The NASCAR Drive For The Cure 250 takes place at Charlotte Motor Speedway Road Course in Concord, North Carolina, on Saturday, October 10, 2020 (10/10/20). Watch live

What: Drive For The Cure 250

Who: NASCAR XFinity Series Playoffs

When: Saturday, October 10, 2020

Time: 3:30 p.m. ET

Where: Charlotte Motor Speedway Road Course

TV: NBC

Channel finder: Verizon Fios, AT&T U-verse, Comcast Xfinity, Spectrum/Charter, Optimum/Altice, Cox, DIRECTV, Dish, Hulu, fuboTV, Sling.

Live stream: fuboTV (free trial)

Recap of last weekend’s race, via the Associated Press:

Denny Hamlin put himself in position to finally win in the playoffs by hanging at the back to avoid the carnage of the messiest and longest race in Talladega Superspeedway history.

His sweeping three-wide pass in triple overtime Sunday brought an end to the sloppiest race of the season. The Daytona 500 winner surged to the win coming out of the final turn — it was the 58th lead change of a race that went nearly 32 miles, or 12 laps, longer than scheduled.

Talladega was pocked with 13 cautions, two more than the record, and nearly every title contender had some sort of damage.
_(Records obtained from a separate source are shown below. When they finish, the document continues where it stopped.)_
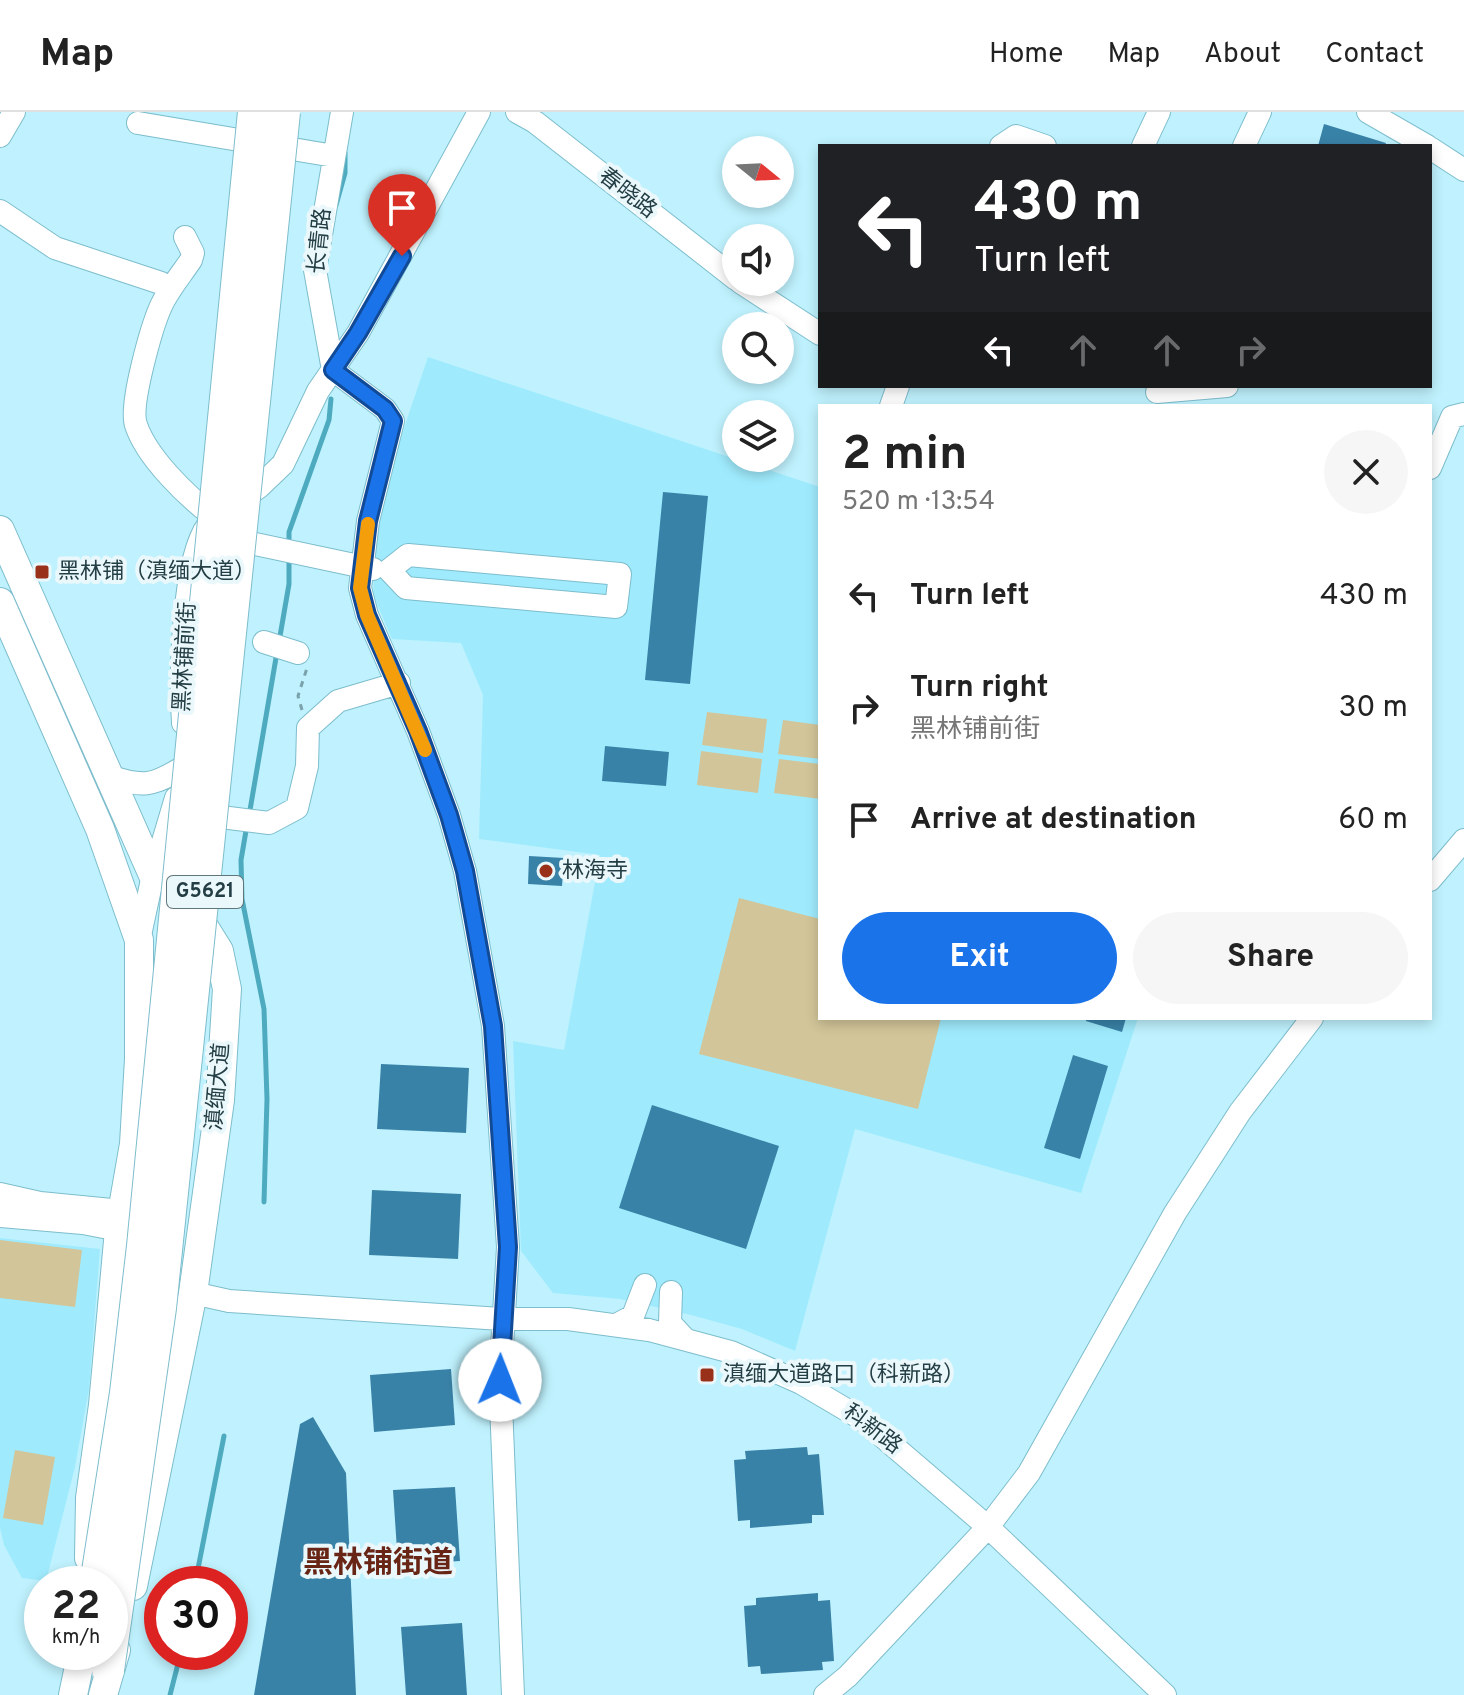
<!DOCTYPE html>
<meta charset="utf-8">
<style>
:root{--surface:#fff;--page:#f6f6f6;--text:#222;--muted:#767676;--line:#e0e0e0;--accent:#1a73e8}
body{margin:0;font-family:Overpass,"Noto Sans SC",sans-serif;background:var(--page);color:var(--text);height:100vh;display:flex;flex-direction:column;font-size:30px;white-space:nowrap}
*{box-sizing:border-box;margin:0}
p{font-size:26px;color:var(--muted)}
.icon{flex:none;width:44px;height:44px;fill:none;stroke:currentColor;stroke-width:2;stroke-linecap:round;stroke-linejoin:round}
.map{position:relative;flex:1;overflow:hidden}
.sheet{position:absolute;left:818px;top:292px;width:614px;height:616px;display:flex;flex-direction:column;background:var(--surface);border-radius:0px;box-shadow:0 4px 12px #0003}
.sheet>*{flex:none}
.guide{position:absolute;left:818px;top:32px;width:614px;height:244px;border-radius:0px;box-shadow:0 4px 12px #0003;background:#202124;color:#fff;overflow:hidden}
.needle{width:52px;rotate:108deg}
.controls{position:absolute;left:722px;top:24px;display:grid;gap:16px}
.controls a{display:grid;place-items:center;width:72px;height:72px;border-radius:50%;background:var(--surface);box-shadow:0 4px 12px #0003;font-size:40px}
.speed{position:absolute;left:24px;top:1454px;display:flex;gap:16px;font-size:40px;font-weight:700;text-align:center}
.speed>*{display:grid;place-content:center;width:104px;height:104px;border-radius:50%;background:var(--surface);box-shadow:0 4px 12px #0003;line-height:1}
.speed small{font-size:20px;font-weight:400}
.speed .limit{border:12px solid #d22;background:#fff;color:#111}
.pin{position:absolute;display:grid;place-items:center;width:68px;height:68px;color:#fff;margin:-82px -34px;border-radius:50% 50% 50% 0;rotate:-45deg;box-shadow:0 0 8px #0007}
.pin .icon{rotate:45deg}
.me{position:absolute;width:88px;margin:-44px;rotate:1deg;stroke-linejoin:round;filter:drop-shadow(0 0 6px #0008)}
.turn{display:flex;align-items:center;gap:28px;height:168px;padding:0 24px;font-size:36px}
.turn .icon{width:104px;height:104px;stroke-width:2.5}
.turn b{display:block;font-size:56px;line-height:68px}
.lanes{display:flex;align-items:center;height:76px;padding:0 24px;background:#0003;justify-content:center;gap:40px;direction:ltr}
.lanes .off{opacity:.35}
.round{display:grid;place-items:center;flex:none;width:84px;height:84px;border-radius:42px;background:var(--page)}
.headline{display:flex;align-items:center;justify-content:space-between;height:136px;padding:0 24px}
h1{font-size:48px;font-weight:700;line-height:60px}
.button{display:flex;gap:16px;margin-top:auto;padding:16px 24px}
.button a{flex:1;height:92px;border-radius:48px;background:var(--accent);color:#fff;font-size:32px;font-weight:700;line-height:92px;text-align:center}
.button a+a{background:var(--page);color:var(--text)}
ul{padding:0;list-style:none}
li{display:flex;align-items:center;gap:24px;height:112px;padding:0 24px}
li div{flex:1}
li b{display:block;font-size:30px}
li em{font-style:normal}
header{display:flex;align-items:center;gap:48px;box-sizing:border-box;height:112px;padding:0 40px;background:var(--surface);border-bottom:2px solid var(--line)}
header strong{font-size:38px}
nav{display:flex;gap:44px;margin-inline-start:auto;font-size:28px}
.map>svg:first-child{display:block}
.built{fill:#9febfd}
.green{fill:#d2c599}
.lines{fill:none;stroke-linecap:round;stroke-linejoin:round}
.stream{stroke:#4eabbf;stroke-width:5}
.building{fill:#3982a7}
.minor-casing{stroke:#7dbdcc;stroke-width:24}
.major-casing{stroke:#7dbdcc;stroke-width:30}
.path{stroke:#7aa2ac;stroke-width:3;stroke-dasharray:6 6;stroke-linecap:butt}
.minor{stroke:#fff;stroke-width:22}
.major{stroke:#fff;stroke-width:28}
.highway-bridge-casing{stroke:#7dbdcc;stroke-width:34;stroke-linecap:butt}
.highway-bridge{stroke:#fff;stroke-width:32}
.route-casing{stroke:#114b97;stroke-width:20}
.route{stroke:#1a73e8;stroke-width:14}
.slow{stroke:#f59e0b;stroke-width:14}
.poi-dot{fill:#993019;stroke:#ebf8fb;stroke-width:3}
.labels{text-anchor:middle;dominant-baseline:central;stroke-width:8;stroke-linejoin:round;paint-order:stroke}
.shield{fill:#ebf8fb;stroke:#5f767b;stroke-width:2}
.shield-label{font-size:20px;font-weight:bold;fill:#233e44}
.street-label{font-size:22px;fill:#233e44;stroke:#ebf8fb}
.poi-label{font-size:22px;fill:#233e44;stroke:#ebf8fb;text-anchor:start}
.district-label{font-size:30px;font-weight:bold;fill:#682516;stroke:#ebf8fb}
</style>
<header>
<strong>Map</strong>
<nav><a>Home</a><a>Map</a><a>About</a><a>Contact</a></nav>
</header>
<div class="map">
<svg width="1464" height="1583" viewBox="0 0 1464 1583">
<rect width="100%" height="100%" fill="#bff2fe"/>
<path class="built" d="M 428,245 L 820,375 L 820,906 L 1138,906 L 1081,1081 L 855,1017 L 795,1239 L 742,1217 L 691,1203 L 620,1187 L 553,1181 L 521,1139 L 513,929 L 564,938 L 600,743 L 479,727 L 483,583 L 461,531 L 392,527 L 373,483 L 377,396 Z
M 0,1126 L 100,1137 L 89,1277 L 75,1355 L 46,1469 L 22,1466 L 4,1433 L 0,1416 Z"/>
<path class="green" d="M 707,600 L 767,607 L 763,641 L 702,633 Z
M 783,608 L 820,613 L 820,647 L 778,642 Z
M 701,639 L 762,647 L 758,681 L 697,673 Z
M 779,647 L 820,652 L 820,687 L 774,681 Z
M 739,786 L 820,807 L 820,906 L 941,906 L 918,997 L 699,942 Z
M 0,1128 L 82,1138 L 75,1195 L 0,1186 Z
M 15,1338 L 55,1345 L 43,1413 L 3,1406 Z"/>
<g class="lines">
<path class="stream" d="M 336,93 L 345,61 L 345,41
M 289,435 L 289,420 L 329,308 L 331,287
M 279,530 L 289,472 L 289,445
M 249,704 L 277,540
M 247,713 L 241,748 L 242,787 L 264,897 L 267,987 L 264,1090
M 195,1472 L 224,1324
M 170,1583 L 181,1540"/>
</g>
<path class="building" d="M 1324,12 L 1386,31 L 1385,34 L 1318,34 Z
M 663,380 L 708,384 L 690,572 L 645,568 Z
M 605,634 L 669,640 L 666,674 L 602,669 Z
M 529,744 L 564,746 L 562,774 L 528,772 Z
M 1086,906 L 1126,906 L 1122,920 L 1086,909 Z
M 1073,943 L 1108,954 L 1080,1047 L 1044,1036 Z
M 381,952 L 469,956 L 466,1021 L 377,1017 Z
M 652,993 L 779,1034 L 746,1137 L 619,1096 Z
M 372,1078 L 461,1082 L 458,1147 L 369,1143 Z
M 451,1257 L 455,1313 L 374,1320 L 370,1263 Z
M 313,1305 L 346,1361 L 356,1583 L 254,1583 L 300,1312 Z
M 807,1335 L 808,1343 L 819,1342 L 824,1403 L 812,1403 L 812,1411 L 750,1416 L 750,1408 L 738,1409 L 734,1348 L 746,1347 L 745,1339 Z
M 455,1375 L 460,1449 L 398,1453 L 393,1378 Z
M 818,1481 L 818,1489 L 830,1488 L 834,1549 L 822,1550 L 823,1558 L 761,1562 L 760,1554 L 748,1555 L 744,1494 L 756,1493 L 756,1486 Z
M 462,1511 L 467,1583 L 406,1583 L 401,1515 Z"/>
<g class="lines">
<defs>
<path id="minor" d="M 342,0 L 315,158 L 333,258 L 385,297 L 393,309 L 368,409 L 360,476 L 367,503 L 418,619 L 449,703 L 465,759 L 493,914 L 508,1135 L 500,1268 L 513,1583
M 517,0 L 535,10 L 736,167
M 1368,0 L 1427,34
M 138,11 L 334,44
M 0,24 L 14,0
M 1001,34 L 1016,24 L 1045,34
M 1143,34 L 1159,0
M 1244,34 L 1260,0
M 1430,36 L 1464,58
M 0,99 L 55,136 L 161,171
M 185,125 L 193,141 L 191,148 C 181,163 168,178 161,194 C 152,214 129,293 136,313 C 147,346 187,384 214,405
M 740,170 L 820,222
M 1157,280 L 1227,274
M 891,294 L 898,274
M 1430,356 L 1452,305 L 1464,302
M 238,390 L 259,375 L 283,352 L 318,279 L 358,221 L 479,0
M 227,426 L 373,457
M 408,443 L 620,462 L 616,495 L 406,476 L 389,458 Z
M 264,530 L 298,541
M 183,611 C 180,567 182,448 208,413
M 108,664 C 144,676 153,674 185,654
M 197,702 L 269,711 L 297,696 L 307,654 L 308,616 L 338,589 L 399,571
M 1430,768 L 1464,728
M 139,828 L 153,763 L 176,686
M 0,1082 L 40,1091 L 122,1099
M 0,1104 L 83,1111 L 119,1118
M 671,1180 L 670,1211 L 685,1227
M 193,1181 L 229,1189 L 501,1207 L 568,1207 L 649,1218 L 731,1240 L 801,1271 L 862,1307 L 988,1415 L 1165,1583
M 616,1213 L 633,1204 L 645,1173
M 825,1583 L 848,1564 L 988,1415 L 1029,1361 L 1175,1101 L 1240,1000 L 1312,906"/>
<path id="major" d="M 0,418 L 153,763 L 176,770 L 219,839 L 227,877 L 220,988 L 193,1181 L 133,1474
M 0,490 L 100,717 L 139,828 L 139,947 L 134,1032 L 119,1118 L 103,1293 L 90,1386 L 89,1446
M 73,1583 L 82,1540
M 103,1583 L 116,1538"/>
</defs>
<use href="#minor" class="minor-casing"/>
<use href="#major" class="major-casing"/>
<path class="path" d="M 302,598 L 298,584 L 307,556"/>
<use href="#minor" class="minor"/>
<use href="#major" class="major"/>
<defs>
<path id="highway-bridge" d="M 96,1472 L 126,1281 L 143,1134 L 254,0
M 108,1558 L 160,1196 L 284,0"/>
</defs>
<use href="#highway-bridge" class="highway-bridge-casing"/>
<use href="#highway-bridge" class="highway-bridge"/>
</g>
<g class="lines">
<defs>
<path id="route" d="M 402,144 L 358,221 L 333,258 L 385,297 L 393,309 L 368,409 L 360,476 L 367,503 L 418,619 L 449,703 L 465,759 L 493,914 L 508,1135 L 500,1268"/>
</defs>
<use href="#route" class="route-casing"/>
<use href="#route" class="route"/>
<path class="slow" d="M 368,412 L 360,476 L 367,503 L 425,638"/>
</g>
<g class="poi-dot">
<rect x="34" y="452" width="16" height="16" rx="4"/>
<circle cx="546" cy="759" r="8"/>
<rect x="699" y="1255" width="16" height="16" rx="4"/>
</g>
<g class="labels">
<rect class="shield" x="167" y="764" width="76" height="32" rx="6"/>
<g class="shield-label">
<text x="205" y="780">G5621</text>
</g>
<g class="street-label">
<text transform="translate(627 82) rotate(38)">春晓路</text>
<text transform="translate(321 129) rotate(-84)">长青路</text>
<text transform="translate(186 545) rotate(-87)">黑林铺前街</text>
<text transform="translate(219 975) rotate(-85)">滇缅大道</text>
<text transform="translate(872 1318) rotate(37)">科新路</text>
</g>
<g class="poi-label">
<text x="58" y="460">黑林铺（滇缅大道）</text>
<text x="562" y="759">林海寺</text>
<text x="723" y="1263">滇缅大道路口（科新路）</text>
</g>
<g class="district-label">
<text x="378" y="1452">黑林铺街道</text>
</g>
</g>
</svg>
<div class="controls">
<a><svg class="needle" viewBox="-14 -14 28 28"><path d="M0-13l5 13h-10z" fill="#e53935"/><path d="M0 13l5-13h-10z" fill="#767676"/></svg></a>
<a><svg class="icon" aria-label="sound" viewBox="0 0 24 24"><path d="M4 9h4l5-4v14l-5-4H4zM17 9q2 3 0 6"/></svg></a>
<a><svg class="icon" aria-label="search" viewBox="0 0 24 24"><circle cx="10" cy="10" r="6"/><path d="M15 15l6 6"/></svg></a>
<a><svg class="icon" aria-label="layers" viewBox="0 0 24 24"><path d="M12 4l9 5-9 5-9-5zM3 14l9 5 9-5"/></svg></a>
</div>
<div class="speed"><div>22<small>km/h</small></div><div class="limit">30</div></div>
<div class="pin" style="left:402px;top:144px;background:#d93025"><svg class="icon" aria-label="arrive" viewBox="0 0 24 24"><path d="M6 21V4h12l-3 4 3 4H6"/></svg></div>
<svg class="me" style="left:500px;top:1268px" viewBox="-20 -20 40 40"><circle r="19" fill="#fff"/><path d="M0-13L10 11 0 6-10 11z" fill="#1a73e8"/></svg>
<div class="guide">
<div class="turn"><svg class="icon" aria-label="left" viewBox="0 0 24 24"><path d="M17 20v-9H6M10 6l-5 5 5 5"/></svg><div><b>430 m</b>Turn left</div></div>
<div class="lanes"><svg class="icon" aria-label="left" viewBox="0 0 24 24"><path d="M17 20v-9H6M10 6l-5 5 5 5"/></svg><svg class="icon off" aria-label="ahead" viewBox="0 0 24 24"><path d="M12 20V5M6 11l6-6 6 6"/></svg><svg class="icon off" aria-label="ahead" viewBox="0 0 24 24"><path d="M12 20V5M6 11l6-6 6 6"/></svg><svg class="icon off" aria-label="right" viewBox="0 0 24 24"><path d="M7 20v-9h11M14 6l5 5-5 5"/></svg></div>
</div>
<section class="sheet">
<div class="headline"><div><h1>2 min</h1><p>520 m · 13:54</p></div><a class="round"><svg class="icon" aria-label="close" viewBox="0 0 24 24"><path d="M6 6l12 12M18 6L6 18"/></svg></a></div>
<ul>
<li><svg class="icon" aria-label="left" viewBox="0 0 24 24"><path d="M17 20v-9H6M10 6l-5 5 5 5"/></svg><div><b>Turn left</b></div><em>430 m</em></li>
<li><svg class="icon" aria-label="right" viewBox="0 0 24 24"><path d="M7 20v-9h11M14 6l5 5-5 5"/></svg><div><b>Turn right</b><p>黑林铺前街</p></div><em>30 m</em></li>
<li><svg class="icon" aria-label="arrive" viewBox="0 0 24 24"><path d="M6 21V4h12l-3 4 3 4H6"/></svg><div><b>Arrive at destination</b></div><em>60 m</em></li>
</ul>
<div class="button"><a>Exit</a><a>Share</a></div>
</section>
</div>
Only six of the 12 made it to the finish.

Hamlin insisted lagging the No. 11 Toyota at the back of the field all day, waiting to pounce at the end, was his strategy all along. Either that, or he was simply the last driver standing when given the chance to snap a skid that started with the playoffs one month ago.

“I hate to say it, but you have to play the game. You have to get to the next round,” Hamlin said. “To win the championship, you have to win the last race and you have to get to the last race. For us, we played the strategy to play the numbers to make sure we got locked in.”

Fitting for this particular wreck-fest was that Hamlin’s win needed official review. He had gone below the yellow out-of-bounds line during the third overtime, but NASCAR ruled the move was legal.“They were crashing in front of us,” Hamlin shrugged. “Obviously, I got forced down there.”

The crowd of 15,000 — the most allowed to attend the Alabama superspeedway — booed Hamlin as he was declared the winner. He dismissed any notion of a controversy over the yellow line rule, noting it had been called by NASCAR the same way the entire race.

The race went more than four hours, so long that it was moved from NBC to NBC Sports Network because local news and then NFL football needed the big network.

The brutality of the day was punctuated by Kyle Busch, who was at last given a merciful exit when he was collected in an accident during the second overtime.

The reigning Cup champion is still winless this season and on the verge of playoff elimination. He was involved in a dizzying number of incidents at Talladega, including a 13-car accident in which older brother, Kurt, went airborne over Cole Custer. That accident brought out the first of two red-flag stoppages.